TASK REQUIREMENTS: Pull out every line below that holds the word "muted".

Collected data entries
● ● ●

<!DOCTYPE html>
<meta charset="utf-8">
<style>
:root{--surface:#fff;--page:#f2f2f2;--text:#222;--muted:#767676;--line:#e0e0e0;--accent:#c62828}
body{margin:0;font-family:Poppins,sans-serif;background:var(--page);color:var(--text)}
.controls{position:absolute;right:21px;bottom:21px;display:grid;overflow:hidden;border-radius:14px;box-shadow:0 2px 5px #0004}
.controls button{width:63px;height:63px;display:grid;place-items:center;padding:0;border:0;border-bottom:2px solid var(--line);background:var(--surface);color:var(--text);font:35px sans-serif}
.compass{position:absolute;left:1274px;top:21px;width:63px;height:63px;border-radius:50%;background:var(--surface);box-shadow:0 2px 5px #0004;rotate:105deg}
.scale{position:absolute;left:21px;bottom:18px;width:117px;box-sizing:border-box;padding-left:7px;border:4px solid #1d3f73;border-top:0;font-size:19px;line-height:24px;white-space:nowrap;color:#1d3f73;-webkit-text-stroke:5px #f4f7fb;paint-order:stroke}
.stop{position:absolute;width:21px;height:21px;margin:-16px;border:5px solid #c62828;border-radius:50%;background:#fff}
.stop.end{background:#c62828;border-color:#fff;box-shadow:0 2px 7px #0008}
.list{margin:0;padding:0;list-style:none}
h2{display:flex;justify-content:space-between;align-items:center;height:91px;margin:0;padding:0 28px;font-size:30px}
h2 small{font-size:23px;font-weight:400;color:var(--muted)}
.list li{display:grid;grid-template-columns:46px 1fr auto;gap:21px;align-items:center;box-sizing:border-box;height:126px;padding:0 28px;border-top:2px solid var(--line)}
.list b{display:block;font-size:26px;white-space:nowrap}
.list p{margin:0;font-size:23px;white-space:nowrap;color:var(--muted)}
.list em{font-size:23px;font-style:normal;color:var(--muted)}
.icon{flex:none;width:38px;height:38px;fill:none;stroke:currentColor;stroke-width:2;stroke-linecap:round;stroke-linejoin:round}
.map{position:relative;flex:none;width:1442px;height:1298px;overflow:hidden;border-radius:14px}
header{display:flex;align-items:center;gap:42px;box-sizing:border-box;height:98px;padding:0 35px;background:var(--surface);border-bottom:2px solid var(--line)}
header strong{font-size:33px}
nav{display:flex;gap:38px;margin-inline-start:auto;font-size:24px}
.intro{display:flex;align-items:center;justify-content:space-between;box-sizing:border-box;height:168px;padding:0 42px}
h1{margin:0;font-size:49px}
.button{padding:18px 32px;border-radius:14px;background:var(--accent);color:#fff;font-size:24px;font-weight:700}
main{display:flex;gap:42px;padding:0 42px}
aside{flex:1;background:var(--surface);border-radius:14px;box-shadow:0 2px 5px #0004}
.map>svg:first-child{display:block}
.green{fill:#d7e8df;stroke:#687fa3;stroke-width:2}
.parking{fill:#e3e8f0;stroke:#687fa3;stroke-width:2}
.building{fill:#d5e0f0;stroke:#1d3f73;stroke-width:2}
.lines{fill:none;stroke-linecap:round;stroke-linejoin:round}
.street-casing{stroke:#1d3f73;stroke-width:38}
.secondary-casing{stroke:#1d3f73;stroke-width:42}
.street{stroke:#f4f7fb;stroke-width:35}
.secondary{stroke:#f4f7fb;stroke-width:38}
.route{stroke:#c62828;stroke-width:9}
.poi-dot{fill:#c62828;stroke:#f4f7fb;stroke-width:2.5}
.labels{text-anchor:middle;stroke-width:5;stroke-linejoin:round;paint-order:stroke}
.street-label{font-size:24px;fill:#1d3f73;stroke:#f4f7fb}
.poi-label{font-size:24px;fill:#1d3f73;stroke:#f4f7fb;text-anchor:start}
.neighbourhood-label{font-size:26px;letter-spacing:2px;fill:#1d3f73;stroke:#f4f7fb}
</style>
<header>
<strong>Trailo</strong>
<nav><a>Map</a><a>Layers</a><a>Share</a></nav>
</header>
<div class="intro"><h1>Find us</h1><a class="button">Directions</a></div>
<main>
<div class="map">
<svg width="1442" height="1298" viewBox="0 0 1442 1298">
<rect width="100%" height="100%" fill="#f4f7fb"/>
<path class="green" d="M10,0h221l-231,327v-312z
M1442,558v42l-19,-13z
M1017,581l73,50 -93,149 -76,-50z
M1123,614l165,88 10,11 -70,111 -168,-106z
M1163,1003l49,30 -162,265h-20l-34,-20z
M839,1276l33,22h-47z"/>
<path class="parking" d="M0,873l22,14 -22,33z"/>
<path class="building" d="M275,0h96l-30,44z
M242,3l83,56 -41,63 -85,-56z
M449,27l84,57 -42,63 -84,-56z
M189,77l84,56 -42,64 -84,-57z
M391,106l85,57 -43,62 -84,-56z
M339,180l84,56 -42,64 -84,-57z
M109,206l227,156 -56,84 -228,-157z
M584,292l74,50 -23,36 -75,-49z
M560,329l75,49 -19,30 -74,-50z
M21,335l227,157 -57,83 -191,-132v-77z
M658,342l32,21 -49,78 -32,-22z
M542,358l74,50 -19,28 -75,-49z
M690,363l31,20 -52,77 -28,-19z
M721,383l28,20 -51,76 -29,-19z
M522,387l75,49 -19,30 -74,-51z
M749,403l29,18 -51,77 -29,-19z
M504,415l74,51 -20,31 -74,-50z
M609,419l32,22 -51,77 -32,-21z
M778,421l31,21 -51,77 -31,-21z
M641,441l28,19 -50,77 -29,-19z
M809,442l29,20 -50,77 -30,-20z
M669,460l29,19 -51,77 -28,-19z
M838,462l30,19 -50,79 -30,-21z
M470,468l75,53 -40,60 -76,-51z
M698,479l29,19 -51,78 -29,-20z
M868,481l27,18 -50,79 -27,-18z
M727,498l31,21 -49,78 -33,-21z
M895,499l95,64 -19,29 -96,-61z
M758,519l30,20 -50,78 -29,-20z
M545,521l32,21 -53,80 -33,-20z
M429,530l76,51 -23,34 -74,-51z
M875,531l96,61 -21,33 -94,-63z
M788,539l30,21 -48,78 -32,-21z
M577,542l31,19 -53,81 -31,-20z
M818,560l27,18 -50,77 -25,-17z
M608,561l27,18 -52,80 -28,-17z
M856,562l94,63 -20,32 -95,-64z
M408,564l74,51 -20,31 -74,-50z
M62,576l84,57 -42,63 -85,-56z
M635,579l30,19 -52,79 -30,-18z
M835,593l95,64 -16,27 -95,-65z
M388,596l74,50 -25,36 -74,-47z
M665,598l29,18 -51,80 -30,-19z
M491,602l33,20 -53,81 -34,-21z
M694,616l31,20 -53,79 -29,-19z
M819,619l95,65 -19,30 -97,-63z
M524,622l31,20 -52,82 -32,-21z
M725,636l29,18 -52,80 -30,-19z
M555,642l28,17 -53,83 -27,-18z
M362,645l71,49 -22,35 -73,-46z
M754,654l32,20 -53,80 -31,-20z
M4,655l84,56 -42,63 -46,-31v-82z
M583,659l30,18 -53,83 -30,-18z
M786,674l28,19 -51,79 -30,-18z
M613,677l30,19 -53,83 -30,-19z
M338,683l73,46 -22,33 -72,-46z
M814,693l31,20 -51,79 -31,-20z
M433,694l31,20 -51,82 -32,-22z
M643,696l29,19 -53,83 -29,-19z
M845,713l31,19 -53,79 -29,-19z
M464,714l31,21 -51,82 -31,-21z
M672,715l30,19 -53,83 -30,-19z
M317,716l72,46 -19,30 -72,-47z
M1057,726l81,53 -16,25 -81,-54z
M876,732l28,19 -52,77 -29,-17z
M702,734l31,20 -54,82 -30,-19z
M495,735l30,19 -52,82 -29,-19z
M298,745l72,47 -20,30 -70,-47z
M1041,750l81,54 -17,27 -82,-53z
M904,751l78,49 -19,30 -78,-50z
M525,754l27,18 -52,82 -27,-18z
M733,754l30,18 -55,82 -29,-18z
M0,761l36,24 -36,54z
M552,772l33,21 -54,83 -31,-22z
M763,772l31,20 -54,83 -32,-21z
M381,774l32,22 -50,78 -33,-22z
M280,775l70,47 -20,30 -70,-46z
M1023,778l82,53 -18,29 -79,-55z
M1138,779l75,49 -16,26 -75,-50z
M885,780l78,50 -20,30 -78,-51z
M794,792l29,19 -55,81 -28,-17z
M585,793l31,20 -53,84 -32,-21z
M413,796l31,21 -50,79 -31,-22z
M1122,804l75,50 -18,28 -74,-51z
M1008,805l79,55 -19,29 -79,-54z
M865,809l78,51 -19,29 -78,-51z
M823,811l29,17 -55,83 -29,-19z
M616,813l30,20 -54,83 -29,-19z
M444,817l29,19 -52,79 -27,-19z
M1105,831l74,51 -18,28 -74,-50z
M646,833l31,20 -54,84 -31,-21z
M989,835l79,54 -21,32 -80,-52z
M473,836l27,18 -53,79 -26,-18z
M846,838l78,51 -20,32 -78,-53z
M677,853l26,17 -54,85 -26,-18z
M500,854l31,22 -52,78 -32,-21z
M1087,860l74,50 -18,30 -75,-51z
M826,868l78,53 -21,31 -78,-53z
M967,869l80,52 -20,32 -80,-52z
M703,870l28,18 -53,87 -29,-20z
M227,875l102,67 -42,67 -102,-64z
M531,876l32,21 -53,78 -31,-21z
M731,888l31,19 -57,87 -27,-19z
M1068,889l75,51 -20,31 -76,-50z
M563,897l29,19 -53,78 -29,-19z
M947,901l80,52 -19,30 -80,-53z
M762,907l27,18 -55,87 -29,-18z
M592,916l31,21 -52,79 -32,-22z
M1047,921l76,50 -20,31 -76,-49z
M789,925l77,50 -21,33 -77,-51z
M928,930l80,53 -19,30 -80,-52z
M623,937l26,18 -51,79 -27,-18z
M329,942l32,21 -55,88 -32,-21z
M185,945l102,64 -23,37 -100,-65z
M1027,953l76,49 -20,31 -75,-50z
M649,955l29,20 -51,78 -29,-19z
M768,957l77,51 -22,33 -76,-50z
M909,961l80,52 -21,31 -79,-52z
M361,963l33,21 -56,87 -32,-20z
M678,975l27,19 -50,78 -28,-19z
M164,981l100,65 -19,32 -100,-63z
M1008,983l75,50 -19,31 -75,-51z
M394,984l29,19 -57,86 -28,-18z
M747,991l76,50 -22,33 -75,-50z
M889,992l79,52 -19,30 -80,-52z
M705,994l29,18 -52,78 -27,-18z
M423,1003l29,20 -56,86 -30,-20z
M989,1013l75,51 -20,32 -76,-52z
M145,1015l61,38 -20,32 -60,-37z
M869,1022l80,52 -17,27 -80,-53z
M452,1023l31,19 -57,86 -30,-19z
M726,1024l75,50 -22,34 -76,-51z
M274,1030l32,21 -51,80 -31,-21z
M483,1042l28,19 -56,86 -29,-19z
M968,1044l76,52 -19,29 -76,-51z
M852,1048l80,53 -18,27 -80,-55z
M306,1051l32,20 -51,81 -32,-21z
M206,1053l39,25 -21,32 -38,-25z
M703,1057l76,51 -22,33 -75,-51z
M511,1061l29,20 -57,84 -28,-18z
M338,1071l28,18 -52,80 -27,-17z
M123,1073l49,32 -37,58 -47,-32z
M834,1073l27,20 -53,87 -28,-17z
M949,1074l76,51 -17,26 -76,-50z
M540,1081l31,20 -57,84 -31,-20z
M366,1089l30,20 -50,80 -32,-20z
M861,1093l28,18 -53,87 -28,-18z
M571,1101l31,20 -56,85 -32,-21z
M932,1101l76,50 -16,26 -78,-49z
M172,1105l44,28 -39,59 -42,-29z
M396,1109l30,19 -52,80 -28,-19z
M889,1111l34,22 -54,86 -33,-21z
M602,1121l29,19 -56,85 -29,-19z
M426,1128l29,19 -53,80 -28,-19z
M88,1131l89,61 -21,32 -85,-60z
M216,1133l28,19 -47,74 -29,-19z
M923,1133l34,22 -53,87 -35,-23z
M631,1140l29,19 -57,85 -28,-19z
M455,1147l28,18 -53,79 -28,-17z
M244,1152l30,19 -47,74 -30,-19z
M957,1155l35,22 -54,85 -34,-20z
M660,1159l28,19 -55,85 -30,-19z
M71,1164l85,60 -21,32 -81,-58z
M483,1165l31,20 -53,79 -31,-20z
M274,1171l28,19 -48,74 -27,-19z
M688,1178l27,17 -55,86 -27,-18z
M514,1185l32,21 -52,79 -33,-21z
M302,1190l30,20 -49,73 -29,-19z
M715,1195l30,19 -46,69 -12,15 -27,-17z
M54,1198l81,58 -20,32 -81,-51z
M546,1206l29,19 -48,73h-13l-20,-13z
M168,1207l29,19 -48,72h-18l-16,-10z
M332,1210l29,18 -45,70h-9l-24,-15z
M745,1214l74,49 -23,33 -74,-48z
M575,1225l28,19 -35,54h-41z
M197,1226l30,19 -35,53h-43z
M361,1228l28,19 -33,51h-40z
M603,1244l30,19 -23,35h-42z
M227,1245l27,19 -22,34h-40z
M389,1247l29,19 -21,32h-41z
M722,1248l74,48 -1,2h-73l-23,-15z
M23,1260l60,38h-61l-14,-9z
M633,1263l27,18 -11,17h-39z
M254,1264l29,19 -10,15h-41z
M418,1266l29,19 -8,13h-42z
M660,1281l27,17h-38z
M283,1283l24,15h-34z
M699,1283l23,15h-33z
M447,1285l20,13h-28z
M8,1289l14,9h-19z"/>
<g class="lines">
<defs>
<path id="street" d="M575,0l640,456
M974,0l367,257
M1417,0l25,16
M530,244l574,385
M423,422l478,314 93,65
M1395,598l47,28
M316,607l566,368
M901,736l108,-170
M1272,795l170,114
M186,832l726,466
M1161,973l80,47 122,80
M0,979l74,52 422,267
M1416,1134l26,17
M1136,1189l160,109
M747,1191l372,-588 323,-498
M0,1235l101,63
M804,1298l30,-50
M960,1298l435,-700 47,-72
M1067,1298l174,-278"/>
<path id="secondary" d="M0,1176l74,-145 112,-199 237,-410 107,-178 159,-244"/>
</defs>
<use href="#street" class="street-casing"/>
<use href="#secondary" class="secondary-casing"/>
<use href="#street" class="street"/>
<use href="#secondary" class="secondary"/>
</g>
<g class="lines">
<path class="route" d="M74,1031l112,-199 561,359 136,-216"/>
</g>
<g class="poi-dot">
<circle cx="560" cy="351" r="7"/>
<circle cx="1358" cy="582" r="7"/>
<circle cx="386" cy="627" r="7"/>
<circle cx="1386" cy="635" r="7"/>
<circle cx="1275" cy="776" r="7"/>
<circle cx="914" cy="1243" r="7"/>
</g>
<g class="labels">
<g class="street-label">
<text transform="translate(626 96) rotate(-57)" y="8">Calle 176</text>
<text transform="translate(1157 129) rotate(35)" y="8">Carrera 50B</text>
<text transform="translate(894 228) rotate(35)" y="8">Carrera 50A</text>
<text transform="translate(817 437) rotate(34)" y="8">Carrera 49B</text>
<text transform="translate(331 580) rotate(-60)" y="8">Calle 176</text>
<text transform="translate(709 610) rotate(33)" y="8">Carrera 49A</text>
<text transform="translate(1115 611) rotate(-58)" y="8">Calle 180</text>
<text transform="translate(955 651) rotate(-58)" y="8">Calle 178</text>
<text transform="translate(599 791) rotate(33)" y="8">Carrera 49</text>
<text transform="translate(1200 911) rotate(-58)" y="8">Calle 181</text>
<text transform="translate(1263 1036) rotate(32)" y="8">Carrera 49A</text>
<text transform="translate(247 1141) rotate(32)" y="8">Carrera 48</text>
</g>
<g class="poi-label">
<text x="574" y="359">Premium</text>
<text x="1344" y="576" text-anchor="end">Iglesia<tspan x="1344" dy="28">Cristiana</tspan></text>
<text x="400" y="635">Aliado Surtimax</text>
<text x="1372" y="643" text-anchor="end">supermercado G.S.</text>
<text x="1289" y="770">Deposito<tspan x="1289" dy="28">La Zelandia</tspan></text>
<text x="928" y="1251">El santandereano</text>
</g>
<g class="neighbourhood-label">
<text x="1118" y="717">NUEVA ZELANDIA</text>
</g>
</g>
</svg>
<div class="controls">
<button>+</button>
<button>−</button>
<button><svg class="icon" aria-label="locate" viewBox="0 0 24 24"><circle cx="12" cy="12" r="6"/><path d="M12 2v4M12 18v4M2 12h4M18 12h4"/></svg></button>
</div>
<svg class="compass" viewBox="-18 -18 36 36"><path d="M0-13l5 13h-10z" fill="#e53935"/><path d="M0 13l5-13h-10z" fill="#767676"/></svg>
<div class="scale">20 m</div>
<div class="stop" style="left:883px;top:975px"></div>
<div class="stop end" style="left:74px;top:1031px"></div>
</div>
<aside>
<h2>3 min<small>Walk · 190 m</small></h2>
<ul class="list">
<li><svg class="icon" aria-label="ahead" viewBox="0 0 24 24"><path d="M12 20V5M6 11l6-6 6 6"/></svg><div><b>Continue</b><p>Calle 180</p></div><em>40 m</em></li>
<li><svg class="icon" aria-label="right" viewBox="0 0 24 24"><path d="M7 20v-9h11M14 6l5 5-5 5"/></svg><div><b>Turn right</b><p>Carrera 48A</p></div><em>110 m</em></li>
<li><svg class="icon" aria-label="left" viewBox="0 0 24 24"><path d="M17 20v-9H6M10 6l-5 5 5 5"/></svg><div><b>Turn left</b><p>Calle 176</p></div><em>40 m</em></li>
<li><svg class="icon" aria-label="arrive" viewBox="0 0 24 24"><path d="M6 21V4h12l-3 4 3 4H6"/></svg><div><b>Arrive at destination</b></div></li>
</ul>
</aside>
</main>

● ● ●

RESPONSE TO THE EXERCISE:
:root{--surface:#fff;--page:#f2f2f2;--text:#222;--muted:#767676;--line:#e0e0e0;--accent:#c62828}
h2 small{font-size:23px;font-weight:400;color:var(--muted)}
.list p{margin:0;font-size:23px;white-space:nowrap;color:var(--muted)}
.list em{font-size:23px;font-style:normal;color:var(--muted)}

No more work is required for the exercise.